— Items from a dataset —
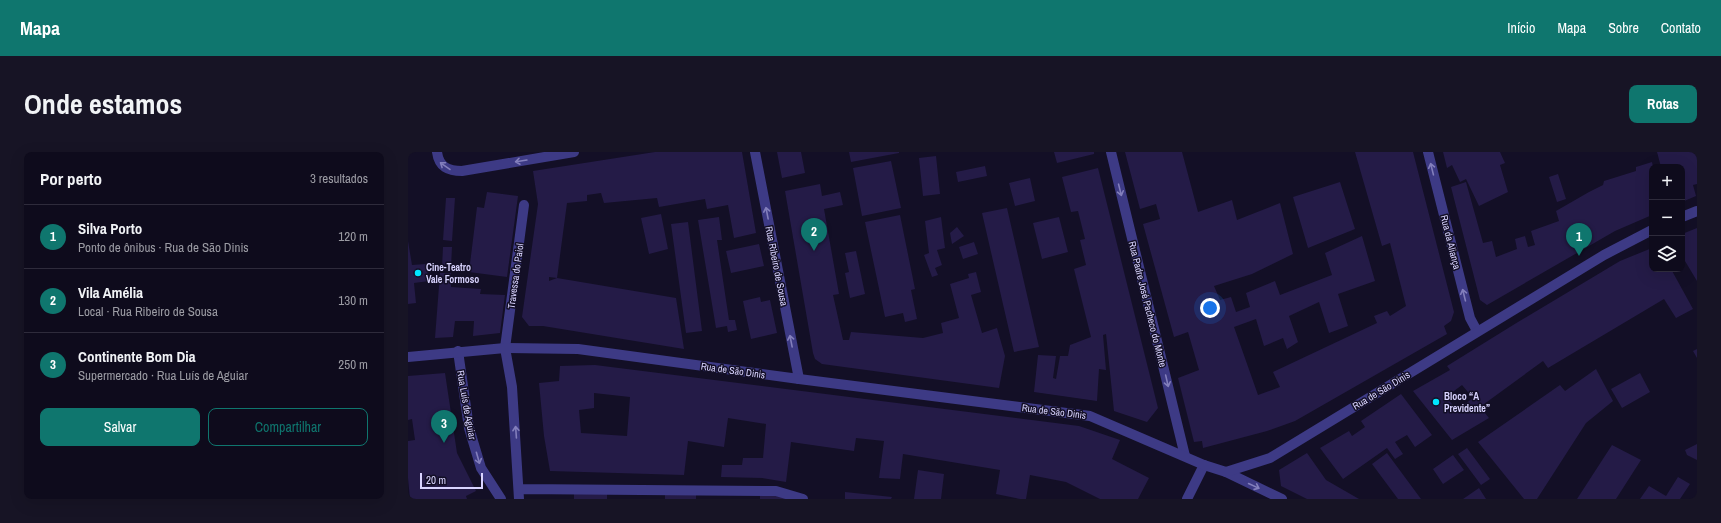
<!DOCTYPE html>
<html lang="pt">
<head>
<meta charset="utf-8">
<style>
  body { margin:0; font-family:"Archivo Narrow",sans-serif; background:#171425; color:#f1f3f6 }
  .controls { position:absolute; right:12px; top:12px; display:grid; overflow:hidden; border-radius:8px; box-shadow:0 4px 16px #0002 }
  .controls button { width:36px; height:36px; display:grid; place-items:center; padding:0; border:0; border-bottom:1px solid #2e2b3b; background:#0e0b1c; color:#f1f3f6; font:20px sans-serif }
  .scale { position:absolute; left:12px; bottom:10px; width:63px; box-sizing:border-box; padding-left:4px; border:2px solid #d9d4ff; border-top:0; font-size:11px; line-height:14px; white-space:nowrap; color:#d9d4ff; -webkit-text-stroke:3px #130f26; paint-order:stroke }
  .you { position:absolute; left:802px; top:156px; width:14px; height:14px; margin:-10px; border:3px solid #fff; border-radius:50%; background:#1a73e8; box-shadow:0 0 0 6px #1a73e833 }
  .badge { display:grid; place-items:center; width:26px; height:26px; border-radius:50%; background:#0f766e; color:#fff; font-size:13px; font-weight:700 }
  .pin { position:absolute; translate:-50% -33px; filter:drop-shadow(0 1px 2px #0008) }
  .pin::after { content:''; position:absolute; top:21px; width:14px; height:12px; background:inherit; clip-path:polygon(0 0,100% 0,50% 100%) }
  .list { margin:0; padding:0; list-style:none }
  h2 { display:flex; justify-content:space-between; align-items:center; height:52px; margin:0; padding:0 16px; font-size:17px }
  h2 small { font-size:13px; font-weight:400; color:#9b9ba3 }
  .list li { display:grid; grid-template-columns:26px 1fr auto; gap:12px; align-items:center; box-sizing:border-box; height:64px; padding:0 16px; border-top:1px solid #2e2b3b }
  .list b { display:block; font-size:15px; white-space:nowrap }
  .list p { margin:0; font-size:13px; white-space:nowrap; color:#9b9ba3 }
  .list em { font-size:13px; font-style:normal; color:#9b9ba3 }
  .actions { display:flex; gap:8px; padding:12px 16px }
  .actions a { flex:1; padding:9px 0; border:1px solid #0f766e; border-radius:8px; text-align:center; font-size:14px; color:#0f766e }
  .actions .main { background:#0f766e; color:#fff }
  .icon { flex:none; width:22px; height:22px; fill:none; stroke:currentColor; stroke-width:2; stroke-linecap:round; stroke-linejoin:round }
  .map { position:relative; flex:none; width:1289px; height:347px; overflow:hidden; border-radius:8px }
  header { display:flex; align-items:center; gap:24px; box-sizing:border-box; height:56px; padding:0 20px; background:#0f766e; color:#fff }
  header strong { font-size:19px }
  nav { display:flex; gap:22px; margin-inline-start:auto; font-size:14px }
  .intro { display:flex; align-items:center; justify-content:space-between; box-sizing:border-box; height:96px; padding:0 24px }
  h1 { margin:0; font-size:28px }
  .button { padding:10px 18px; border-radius:8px; background:#0f766e; color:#fff; font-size:14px; font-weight:700 }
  main { display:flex; gap:24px; padding:0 24px }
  aside { flex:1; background:#0e0b1c; border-radius:8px; box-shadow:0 4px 16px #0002 }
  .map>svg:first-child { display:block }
  .building { fill:#241b47; fill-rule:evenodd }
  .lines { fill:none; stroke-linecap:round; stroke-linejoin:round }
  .minor { stroke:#3d3a85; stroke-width:10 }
  .tertiary { stroke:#3d3a85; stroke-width:10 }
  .oneway { stroke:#837fbc }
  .poi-dot { fill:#00e5ff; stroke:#130f26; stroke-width:1.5 }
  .labels { text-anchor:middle; stroke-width:3; stroke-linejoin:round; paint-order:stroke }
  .street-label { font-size:10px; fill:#d9d4ff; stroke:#130f26 }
  .poi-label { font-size:10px; font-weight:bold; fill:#d9d4ff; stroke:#130f26; text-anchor:start }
</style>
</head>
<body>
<header>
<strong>Mapa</strong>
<nav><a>Início</a><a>Mapa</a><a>Sobre</a><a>Contato</a></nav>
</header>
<div class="intro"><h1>Onde estamos</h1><a class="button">Rotas</a></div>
<main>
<aside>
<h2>Por perto<small>3 resultados</small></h2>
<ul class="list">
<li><span class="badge">1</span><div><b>Silva Porto</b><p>Ponto de ônibus · Rua de São Dinis</p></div><em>120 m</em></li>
<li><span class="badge">2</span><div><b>Vila Amélia</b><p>Local · Rua Ribeiro de Sousa</p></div><em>130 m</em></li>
<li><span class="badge">3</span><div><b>Continente Bom Dia</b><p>Supermercado · Rua Luís de Aguiar</p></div><em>250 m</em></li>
</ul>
<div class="actions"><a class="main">Salvar</a><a>Compartilhar</a></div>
</aside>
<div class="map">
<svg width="1289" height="347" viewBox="0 0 1289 347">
  <rect width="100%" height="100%" fill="#130f26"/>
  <path class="building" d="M247,0H334L348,81L326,86L320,53L299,57L297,47L251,55L249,46L196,51L193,41L179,43V49L159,51L149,126L141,125V129L149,126L268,146L276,197L135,174H121L114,165L130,52L125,19Z
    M369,0H393L397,21L374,26Z
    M441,0H491V1L443,10Z
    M646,0H686V2L649,11Z
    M717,0H774L790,60L824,48L829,68L872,51L885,102L844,122L806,134L812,148L823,145L828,160L842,155L838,141L867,129L872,143L924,123L917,101L954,84L967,129L930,142L940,174L921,181L911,150L881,164L890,190L879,197L875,186L856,194L848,167L826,175L850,243L872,235L865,220L969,171L966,164L979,159L982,164L998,154L982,91L974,94L947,0H1005L1046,160L1043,169L1036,174L1039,182L887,269L859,279L795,296L794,289L786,290L770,226L791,218L780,180L766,185L735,72L752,67L748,52L732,57Z
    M1035,0H1092L1097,11L1092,13L1100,40L1071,54L1058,27L1052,30L1044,13L1039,16Z
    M1249,0H1289V32L1285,33L1288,44L1274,50V15H1253Z
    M528,4L532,42L515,44L511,6Z
    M483,9L493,56L454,64L445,16Z
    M1244,10L1245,15L1244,63L1207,79L1079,153L1072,148L1043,35L1058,30L1075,91L1084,89L1088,105L1109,97L1107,87L1117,84L1120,95L1127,93L1123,79L1151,69L1148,59L1181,40L1195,33L1196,29L1228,19V15Z
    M577,14L579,24L550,30L548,20Z
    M690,16L750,256L739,270L706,259L698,182L695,183L698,218L691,217L689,249L626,240L630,203L648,204L645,226L648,227L652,204H660L662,193L683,185L666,117L678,113L672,88L677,87L670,59L663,60L654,25Z
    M1150,22L1158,47L1149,50L1141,25Z
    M622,26L627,49L607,54L601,31Z
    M932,30L947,77L900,96L885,45Z
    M412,32L414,44L432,40L435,53L416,57L431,142L425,143L435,188H441L443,180L515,186L535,181L533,171L551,166L542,132L561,126L560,122L568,120L573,140L563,143L574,181L589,176L597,204L591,236L414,212L407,207L405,201L377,39Z
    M79,40L110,44L99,125L61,120L69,55L76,56Z
    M38,46H47L44,89L35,88Z
    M599,56L631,195L606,200L574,61Z
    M253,62L260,97L241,102L233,66Z
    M492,63L507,137L503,138L509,167L497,170L495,161L477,165L457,70Z
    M311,65L314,88H309L321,168H327L329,178L320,180L319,174L308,176L290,68Z
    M533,65L537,96L529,98L534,113L527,116L530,123L524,125L516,103L521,101L517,69Z
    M651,65L660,100L634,107L625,71Z
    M280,70L294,179L278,181L263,72Z
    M549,75L556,84L544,92L542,81Z
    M1289,76V129L1274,104V82Z
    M0,89L4,113L18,112L21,129L6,131L8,151L0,152Z
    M566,90L570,102L555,107L551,95Z
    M351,92L356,114L323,121L318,99Z
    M35,95H44L43,115H34Z
    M1244,96V117H1263L1285,157L1268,166L1256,147L1140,216L1135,209L1072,255L1081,266L1044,288L1005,239L1042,218L1039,214L1110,170L1212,109ZM1054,233L1065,246L1049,258L1038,245Z
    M448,99L457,142L442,146L437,121L441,120L437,101Z
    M32,121H43V135L73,137L72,142L97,143L92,181L65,184L66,169H47L45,185L27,186Z
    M352,145L353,150L362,148L369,181L343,187L335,149Z
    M1289,197V206L1285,199Z
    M187,213L671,274L712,288L704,307L741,326L730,347H692L658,330L622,323L618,347H612L588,342L592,318L495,302L492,327L471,326L476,289L448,286L446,299L383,290L378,330L354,326L313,325L314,313H334L335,306H355L358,272L320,266L316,295L280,289L276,323L142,319L136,284L131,231L151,229L152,214ZM186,241L222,245L219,284L173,281L171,258L186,256Z
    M1188,217L1205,249L1178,271L1129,347H1116L1070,290L1152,233L1157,239Z
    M37,221L49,301L68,339L58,344L59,347H2L0,326V289L7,288L4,267L0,268V224Z
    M1232,221L1242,240L1214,256L1203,237Z
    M993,242L1024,283L1007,295L999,283L987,290L995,302L987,307L979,296L935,327L912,296L941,279L944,284L957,275L953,269Z
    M1289,292V308L1279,303L1277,298Z
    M1204,293L1233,308L1208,347H1169Z
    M1059,296L1082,327L1073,333L1050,302Z
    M899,301L918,328L951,347H899L873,334L871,318Z
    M979,301L1013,347H990L964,312Z
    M1045,303L1056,318L1035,332L1025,317Z
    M510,318L536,322L533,347H506Z
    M1270,325L1282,332L1272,347H1232L1241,334L1258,344Z
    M1071,336L1078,347H1055Z
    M257,340L288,341V347H257Z
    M352,340L383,347H352Z
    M437,340L484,345L483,347H437Z
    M166,342H199V347H166Z"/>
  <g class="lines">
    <path class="minor" d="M29,0C31,15 40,19 54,19L166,0
      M347,0L391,227
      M703,0L777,304
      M1020,0L1062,166L1069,179
      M50,199L61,276L73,316L93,347
      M818,320L874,347
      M111,337L368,339L395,347
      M111,347L104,235L97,196L116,53
      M779,347L796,313"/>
    <path class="tertiary" d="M1274,65L1289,59
      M0,205L97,196L170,197L391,227L682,264L796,313L818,320L862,306L1196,103L1244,78"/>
  </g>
  <defs><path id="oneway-shaft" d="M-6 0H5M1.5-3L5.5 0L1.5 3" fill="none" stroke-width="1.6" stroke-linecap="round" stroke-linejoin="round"/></defs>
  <g class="oneway">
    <use href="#oneway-shaft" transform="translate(113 9) rotate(171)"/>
    <use href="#oneway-shaft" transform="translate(37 14) rotate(-145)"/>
    <use href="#oneway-shaft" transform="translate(1024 17) rotate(-104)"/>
    <use href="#oneway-shaft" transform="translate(712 38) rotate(76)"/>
    <use href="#oneway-shaft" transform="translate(359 61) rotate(-101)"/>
    <use href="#oneway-shaft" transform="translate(1056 143) rotate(-104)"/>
    <use href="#oneway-shaft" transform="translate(383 189) rotate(-101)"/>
    <use href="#oneway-shaft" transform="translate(759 229) rotate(77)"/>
    <use href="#oneway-shaft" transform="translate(108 280) rotate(-94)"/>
    <use href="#oneway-shaft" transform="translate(70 306) rotate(74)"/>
    <use href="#oneway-shaft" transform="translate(846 334) rotate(25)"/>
  </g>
  <g class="poi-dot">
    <circle cx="10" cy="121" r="4"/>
    <circle cx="1028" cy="250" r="4"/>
  </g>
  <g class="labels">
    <g class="street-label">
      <text transform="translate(1043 90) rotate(76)" y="4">Rua da Aliança</text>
      <text transform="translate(369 114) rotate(79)" y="4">Rua Ribeiro de Sousa</text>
      <text transform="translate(107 124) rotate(-82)" y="4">Travessa do Paiol</text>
      <text transform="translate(740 152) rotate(76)" y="4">Rua Padre José Pacheco do Monte</text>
      <text transform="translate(325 218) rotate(8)" y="4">Rua de São Dinis</text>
      <text transform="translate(973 238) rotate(-31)" y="4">Rua de São Dinis</text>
      <text transform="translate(59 253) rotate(80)" y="4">Rua Luís de Aguiar</text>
      <text transform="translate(646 259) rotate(7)" y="4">Rua de São Dinis</text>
    </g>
    <g class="poi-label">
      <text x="18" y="119">Cine-Teatro<tspan x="18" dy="12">Vale Formoso</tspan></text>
      <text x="1036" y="248">Bloco “A<tspan x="1036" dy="12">Previdente”</tspan></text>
    </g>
  </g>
</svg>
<div class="controls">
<button>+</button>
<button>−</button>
<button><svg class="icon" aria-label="layers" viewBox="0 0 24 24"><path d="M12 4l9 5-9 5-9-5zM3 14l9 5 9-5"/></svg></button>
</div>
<div class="scale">20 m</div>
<div class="you"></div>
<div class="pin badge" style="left:1171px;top:104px">1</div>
<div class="pin badge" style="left:406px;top:99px">2</div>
<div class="pin badge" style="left:36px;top:291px">3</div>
</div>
</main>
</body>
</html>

— TO DO —
The line containing "position:absolute; right:12px; top:12px;" marks the end: copy exactly every line from the start of the records up to and including it, leaving out the pictures.

— SOLUTION FOR THIS EXERCISE —
<!DOCTYPE html>
<html lang="pt">
<head>
<meta charset="utf-8">
<style>
  body { margin:0; font-family:"Archivo Narrow",sans-serif; background:#171425; color:#f1f3f6 }
  .controls { position:absolute; right:12px; top:12px; display:grid; overflow:hidden; border-radius:8px; box-shadow:0 4px 16px #0002 }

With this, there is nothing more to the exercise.